| TRY IT |
Give every entry below again, exactly as written, and skip the images.

GIVEN RECORDS below:

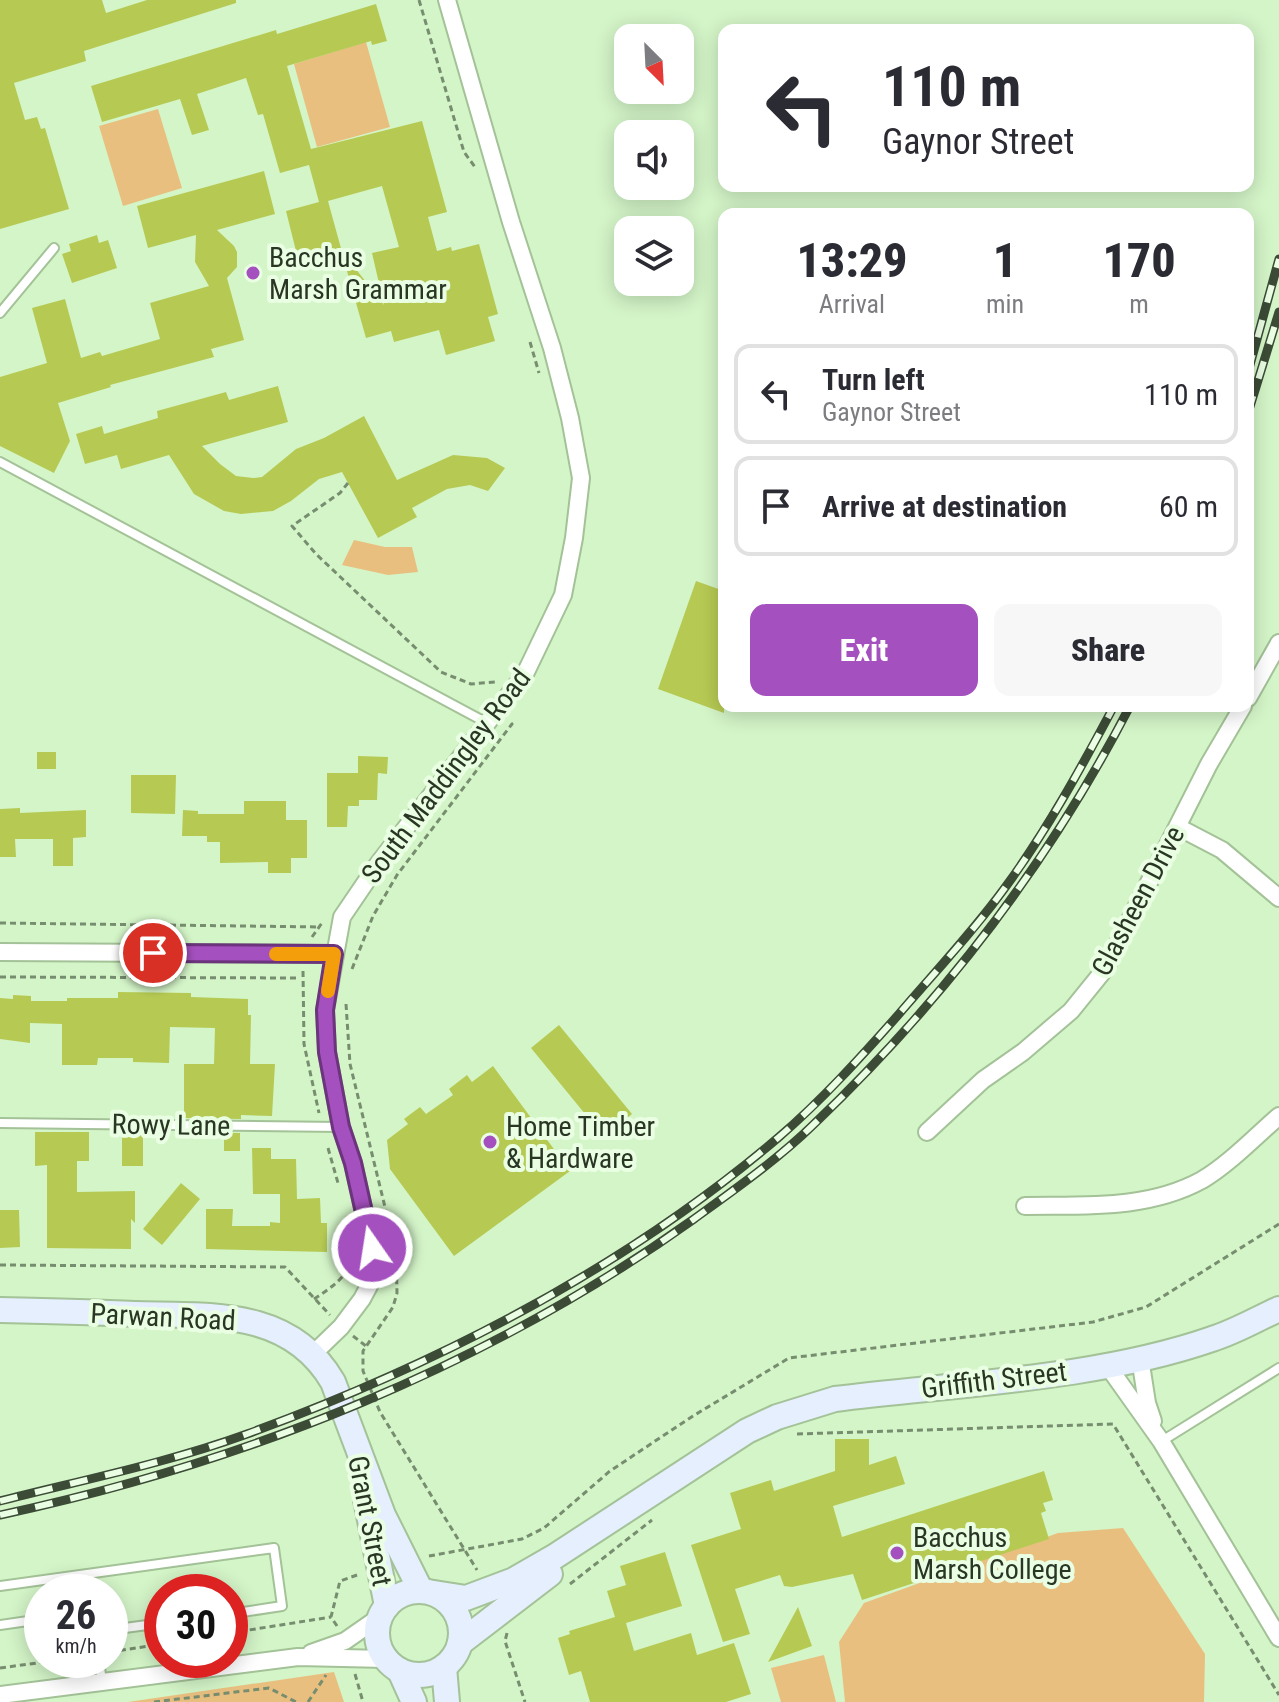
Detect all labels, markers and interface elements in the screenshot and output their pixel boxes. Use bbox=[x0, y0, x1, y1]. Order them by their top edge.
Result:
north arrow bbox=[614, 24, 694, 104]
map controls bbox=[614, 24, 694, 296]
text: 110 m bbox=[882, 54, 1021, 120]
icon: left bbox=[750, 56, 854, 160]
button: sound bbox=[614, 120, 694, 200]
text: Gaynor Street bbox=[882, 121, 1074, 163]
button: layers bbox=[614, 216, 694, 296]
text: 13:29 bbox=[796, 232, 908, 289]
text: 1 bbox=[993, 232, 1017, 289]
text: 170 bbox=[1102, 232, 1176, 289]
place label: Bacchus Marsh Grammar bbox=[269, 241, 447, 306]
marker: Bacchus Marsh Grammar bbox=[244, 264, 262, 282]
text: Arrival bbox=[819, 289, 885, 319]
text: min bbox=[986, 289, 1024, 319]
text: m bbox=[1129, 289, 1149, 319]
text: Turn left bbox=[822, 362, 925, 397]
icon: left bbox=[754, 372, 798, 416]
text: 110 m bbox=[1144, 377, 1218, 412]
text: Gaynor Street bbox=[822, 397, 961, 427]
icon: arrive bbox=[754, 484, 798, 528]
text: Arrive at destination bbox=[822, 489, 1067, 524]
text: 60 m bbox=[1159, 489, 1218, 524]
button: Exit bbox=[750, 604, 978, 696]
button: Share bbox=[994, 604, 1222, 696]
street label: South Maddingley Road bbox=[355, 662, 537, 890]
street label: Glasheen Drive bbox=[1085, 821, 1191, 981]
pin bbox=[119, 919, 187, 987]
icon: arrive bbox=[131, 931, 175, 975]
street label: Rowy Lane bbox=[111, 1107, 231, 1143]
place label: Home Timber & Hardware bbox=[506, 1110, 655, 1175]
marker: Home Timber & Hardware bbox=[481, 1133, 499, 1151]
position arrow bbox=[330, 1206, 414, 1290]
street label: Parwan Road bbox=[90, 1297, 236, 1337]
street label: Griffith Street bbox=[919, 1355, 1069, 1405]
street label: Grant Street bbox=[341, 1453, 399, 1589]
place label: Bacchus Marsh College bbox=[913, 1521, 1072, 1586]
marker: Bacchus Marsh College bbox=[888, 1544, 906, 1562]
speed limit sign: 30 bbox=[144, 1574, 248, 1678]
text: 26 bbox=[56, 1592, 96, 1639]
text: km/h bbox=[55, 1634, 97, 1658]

End of GIVEN RECORDS.

| WRITTEN ANSWER |
Detect all labels, markers and interface elements in the screenshot and output their pixel boxes. Use bbox=[x0, y0, x1, y1]. Order them by their top edge.
Result:
north arrow bbox=[614, 24, 694, 104]
map controls bbox=[614, 24, 694, 296]
text: 110 m bbox=[882, 54, 1021, 120]
icon: left bbox=[750, 56, 854, 160]
button: sound bbox=[614, 120, 694, 200]
text: Gaynor Street bbox=[882, 121, 1074, 163]
button: layers bbox=[614, 216, 694, 296]
text: 13:29 bbox=[796, 232, 908, 289]
text: 1 bbox=[993, 232, 1017, 289]
text: 170 bbox=[1102, 232, 1176, 289]
place label: Bacchus Marsh Grammar bbox=[269, 241, 447, 306]
marker: Bacchus Marsh Grammar bbox=[244, 264, 262, 282]
text: Arrival bbox=[819, 289, 885, 319]
text: min bbox=[986, 289, 1024, 319]
text: m bbox=[1129, 289, 1149, 319]
text: Turn left bbox=[822, 362, 925, 397]
icon: left bbox=[754, 372, 798, 416]
text: 110 m bbox=[1144, 377, 1218, 412]
text: Gaynor Street bbox=[822, 397, 961, 427]
icon: arrive bbox=[754, 484, 798, 528]
text: Arrive at destination bbox=[822, 489, 1067, 524]
text: 60 m bbox=[1159, 489, 1218, 524]
button: Exit bbox=[750, 604, 978, 696]
button: Share bbox=[994, 604, 1222, 696]
street label: South Maddingley Road bbox=[355, 662, 537, 890]
street label: Glasheen Drive bbox=[1085, 821, 1191, 981]
pin bbox=[119, 919, 187, 987]
icon: arrive bbox=[131, 931, 175, 975]
street label: Rowy Lane bbox=[111, 1107, 231, 1143]
place label: Home Timber & Hardware bbox=[506, 1110, 655, 1175]
marker: Home Timber & Hardware bbox=[481, 1133, 499, 1151]
position arrow bbox=[330, 1206, 414, 1290]
street label: Parwan Road bbox=[90, 1297, 236, 1337]
street label: Griffith Street bbox=[919, 1355, 1069, 1405]
street label: Grant Street bbox=[341, 1453, 399, 1589]
place label: Bacchus Marsh College bbox=[913, 1521, 1072, 1586]
marker: Bacchus Marsh College bbox=[888, 1544, 906, 1562]
speed limit sign: 30 bbox=[144, 1574, 248, 1678]
text: 26 bbox=[56, 1592, 96, 1639]
text: km/h bbox=[55, 1634, 97, 1658]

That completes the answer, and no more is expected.